→ Stored data entries:
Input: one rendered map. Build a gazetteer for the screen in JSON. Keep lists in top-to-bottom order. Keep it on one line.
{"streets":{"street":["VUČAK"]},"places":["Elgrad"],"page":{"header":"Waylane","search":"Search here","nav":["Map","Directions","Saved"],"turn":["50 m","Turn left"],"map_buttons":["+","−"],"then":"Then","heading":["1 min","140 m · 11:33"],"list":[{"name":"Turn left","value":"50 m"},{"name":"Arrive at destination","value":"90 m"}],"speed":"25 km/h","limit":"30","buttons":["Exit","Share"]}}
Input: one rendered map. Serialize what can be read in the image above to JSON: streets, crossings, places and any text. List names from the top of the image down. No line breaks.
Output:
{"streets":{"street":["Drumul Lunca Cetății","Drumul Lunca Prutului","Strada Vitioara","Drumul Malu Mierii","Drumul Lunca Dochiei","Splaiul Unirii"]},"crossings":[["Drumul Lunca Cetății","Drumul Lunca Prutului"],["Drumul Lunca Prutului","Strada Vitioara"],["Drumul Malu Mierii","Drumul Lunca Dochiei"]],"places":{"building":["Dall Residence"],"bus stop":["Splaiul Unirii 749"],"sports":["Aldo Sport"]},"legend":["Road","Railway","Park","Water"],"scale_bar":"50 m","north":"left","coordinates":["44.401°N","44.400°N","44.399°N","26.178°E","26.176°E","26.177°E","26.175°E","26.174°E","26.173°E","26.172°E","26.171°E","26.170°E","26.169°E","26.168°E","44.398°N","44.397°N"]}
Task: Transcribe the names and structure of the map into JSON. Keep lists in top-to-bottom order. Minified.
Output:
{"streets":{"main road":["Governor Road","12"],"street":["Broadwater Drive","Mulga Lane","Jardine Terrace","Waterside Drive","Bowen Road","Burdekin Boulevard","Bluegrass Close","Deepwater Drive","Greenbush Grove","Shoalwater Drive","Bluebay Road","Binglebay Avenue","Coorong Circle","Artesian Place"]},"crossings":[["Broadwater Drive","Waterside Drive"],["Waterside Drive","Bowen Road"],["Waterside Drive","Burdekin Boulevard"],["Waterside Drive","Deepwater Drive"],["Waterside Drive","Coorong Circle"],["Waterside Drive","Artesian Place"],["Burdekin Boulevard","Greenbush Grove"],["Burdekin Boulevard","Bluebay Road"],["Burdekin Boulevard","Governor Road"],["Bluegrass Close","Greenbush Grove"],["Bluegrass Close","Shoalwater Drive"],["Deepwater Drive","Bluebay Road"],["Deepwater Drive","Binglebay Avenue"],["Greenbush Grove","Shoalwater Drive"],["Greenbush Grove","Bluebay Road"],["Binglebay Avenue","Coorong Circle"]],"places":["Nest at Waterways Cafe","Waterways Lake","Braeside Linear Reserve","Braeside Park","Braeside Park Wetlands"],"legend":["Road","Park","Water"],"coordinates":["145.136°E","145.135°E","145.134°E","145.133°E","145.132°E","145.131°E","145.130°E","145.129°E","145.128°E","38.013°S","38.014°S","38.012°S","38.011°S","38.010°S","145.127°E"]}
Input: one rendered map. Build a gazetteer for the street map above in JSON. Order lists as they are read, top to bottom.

→ Try it:
Your answer must be the data above, copied exactly from its first line through the line containing "Input: one rendered map. Serialize", and nothing more.

→ Reply:
Input: one rendered map. Build a gazetteer for the screen in JSON. Keep lists in top-to-bottom order. Keep it on one line.
{"streets":{"street":["VUČAK"]},"places":["Elgrad"],"page":{"header":"Waylane","search":"Search here","nav":["Map","Directions","Saved"],"turn":["50 m","Turn left"],"map_buttons":["+","−"],"then":"Then","heading":["1 min","140 m · 11:33"],"list":[{"name":"Turn left","value":"50 m"},{"name":"Arrive at destination","value":"90 m"}],"speed":"25 km/h","limit":"30","buttons":["Exit","Share"]}}
Input: one rendered map. Serialize what can be read in the image above to JSON: streets, crossings, places and any text. List names from the top of the image down. No line breaks.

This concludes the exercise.